EXERCISE DESCRIPTION :: Reproduce the tail of the data exactly. It starts at the line containing "Dump the readable" and runs to the last line.

####

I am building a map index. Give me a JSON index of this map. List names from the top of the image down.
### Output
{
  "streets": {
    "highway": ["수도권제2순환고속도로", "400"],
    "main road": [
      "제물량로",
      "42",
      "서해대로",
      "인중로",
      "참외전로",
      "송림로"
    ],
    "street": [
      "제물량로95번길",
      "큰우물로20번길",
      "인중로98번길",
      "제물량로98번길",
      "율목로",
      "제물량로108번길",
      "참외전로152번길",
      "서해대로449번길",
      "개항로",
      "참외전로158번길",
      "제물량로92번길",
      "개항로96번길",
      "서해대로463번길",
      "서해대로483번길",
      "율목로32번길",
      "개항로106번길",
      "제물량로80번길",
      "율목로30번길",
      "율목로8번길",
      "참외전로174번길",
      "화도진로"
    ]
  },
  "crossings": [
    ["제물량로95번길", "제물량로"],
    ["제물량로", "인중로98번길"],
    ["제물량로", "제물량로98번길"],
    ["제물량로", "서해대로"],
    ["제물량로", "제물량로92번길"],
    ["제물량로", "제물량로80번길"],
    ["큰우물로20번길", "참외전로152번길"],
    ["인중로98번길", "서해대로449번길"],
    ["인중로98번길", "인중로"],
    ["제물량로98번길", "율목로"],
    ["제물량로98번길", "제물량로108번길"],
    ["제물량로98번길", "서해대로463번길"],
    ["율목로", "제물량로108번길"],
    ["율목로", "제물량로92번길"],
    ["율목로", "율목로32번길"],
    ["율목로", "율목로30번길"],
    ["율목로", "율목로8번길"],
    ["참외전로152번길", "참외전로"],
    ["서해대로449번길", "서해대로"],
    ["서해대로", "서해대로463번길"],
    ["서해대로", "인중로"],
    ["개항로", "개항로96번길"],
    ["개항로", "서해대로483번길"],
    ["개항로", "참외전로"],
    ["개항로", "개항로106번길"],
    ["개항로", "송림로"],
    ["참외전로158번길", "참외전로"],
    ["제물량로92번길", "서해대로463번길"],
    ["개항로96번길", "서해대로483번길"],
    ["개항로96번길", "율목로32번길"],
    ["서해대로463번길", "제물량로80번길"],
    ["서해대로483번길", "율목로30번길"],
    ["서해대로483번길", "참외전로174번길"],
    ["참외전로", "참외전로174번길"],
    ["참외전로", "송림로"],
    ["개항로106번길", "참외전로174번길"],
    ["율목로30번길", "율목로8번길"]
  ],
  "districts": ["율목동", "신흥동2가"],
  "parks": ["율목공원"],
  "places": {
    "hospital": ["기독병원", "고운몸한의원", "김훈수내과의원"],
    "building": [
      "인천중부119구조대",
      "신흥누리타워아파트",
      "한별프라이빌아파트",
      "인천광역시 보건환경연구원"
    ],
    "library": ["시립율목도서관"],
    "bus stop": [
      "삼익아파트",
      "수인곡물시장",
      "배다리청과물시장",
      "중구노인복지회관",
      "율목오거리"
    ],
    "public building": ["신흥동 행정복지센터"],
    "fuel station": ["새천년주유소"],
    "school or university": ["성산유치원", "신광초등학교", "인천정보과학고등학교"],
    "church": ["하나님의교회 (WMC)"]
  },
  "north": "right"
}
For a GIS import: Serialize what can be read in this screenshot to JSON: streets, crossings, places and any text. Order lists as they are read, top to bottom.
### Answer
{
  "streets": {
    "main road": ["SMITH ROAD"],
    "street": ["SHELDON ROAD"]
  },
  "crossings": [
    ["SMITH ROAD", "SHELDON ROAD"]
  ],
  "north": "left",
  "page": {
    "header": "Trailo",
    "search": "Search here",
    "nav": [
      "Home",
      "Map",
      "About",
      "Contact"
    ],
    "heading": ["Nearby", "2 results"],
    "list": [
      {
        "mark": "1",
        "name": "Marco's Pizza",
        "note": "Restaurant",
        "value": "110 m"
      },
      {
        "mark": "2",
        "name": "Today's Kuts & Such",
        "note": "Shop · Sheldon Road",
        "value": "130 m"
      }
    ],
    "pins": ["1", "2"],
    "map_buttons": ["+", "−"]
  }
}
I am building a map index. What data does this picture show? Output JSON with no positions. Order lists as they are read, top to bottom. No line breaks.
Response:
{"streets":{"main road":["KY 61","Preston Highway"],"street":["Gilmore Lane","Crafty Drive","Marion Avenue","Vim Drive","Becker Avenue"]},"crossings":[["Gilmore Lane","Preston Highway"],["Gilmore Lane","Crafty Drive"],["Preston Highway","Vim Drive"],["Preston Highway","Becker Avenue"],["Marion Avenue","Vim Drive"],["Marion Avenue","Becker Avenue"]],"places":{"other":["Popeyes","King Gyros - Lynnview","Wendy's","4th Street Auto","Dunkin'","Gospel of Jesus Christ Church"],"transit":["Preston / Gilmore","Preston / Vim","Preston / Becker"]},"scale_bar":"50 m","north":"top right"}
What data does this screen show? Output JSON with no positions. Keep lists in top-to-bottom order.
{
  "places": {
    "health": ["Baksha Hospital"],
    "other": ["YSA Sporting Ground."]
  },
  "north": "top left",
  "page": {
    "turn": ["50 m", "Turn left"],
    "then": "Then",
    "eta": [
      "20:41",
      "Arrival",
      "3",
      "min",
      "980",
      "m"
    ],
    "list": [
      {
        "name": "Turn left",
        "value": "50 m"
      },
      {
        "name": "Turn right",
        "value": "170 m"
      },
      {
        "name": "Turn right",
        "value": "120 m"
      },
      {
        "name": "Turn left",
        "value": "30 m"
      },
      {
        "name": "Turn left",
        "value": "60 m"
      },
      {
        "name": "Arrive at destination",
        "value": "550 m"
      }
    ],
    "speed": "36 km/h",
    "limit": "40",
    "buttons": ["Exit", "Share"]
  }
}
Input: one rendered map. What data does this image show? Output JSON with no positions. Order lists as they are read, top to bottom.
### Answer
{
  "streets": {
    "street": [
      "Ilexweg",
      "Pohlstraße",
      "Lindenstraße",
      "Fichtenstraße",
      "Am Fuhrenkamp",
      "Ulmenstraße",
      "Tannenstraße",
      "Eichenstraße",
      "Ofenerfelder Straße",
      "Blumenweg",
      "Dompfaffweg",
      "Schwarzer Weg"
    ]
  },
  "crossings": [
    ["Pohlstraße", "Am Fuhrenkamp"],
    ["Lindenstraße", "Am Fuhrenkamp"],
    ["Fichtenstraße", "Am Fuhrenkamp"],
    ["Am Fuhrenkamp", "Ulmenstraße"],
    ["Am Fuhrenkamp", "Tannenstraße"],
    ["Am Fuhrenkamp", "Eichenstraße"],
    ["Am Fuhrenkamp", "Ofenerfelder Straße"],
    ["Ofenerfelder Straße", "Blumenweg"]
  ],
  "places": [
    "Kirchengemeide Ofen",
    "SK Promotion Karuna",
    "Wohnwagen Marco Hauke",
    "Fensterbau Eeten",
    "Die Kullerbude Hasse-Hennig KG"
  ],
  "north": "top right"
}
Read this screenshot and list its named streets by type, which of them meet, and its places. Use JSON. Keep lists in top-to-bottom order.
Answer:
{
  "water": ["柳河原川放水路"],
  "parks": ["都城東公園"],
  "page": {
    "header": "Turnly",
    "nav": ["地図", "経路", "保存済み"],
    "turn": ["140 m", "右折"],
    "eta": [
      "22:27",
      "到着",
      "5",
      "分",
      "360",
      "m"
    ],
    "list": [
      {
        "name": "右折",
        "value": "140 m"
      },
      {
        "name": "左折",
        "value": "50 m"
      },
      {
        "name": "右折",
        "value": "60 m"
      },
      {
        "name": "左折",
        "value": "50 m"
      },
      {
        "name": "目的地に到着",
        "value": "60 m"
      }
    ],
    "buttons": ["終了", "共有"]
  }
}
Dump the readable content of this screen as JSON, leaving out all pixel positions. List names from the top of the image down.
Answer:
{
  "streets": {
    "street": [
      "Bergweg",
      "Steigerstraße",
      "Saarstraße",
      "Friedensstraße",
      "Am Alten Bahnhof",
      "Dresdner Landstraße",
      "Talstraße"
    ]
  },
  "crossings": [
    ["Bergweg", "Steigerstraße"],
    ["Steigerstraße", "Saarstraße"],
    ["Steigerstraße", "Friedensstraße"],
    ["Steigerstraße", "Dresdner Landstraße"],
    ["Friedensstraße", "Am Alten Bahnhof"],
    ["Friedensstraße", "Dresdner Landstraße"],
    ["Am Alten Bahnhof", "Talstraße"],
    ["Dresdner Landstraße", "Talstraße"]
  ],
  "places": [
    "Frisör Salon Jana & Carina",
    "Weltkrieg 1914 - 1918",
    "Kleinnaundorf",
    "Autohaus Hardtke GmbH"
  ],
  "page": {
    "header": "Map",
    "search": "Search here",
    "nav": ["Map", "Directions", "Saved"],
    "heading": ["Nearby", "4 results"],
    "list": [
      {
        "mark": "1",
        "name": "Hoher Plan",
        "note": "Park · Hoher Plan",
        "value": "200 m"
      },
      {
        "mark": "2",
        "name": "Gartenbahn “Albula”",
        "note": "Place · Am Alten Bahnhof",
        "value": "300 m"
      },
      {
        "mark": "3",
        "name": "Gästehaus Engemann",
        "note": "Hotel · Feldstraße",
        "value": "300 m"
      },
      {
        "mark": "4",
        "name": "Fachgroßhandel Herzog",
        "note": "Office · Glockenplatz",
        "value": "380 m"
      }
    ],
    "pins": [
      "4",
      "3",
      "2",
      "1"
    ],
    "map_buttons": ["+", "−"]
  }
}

####

EXERCISE RESULT ::
Dump the readable content of this screen as JSON, leaving out all pixel positions. List names from the top of the image down.
Answer:
{
  "streets": {
    "street": [
      "Bergweg",
      "Steigerstraße",
      "Saarstraße",
      "Friedensstraße",
      "Am Alten Bahnhof",
      "Dresdner Landstraße",
      "Talstraße"
    ]
  },
  "crossings": [
    ["Bergweg", "Steigerstraße"],
    ["Steigerstraße", "Saarstraße"],
    ["Steigerstraße", "Friedensstraße"],
    ["Steigerstraße", "Dresdner Landstraße"],
    ["Friedensstraße", "Am Alten Bahnhof"],
    ["Friedensstraße", "Dresdner Landstraße"],
    ["Am Alten Bahnhof", "Talstraße"],
    ["Dresdner Landstraße", "Talstraße"]
  ],
  "places": [
    "Frisör Salon Jana & Carina",
    "Weltkrieg 1914 - 1918",
    "Kleinnaundorf",
    "Autohaus Hardtke GmbH"
  ],
  "page": {
    "header": "Map",
    "search": "Search here",
    "nav": ["Map", "Directions", "Saved"],
    "heading": ["Nearby", "4 results"],
    "list": [
      {
        "mark": "1",
        "name": "Hoher Plan",
        "note": "Park · Hoher Plan",
        "value": "200 m"
      },
      {
        "mark": "2",
        "name": "Gartenbahn “Albula”",
        "note": "Place · Am Alten Bahnhof",
        "value": "300 m"
      },
      {
        "mark": "3",
        "name": "Gästehaus Engemann",
        "note": "Hotel · Feldstraße",
        "value": "300 m"
      },
      {
        "mark": "4",
        "name": "Fachgroßhandel Herzog",
        "note": "Office · Glockenplatz",
        "value": "380 m"
      }
    ],
    "pins": [
      "4",
      "3",
      "2",
      "1"
    ],
    "map_buttons": ["+", "−"]
  }
}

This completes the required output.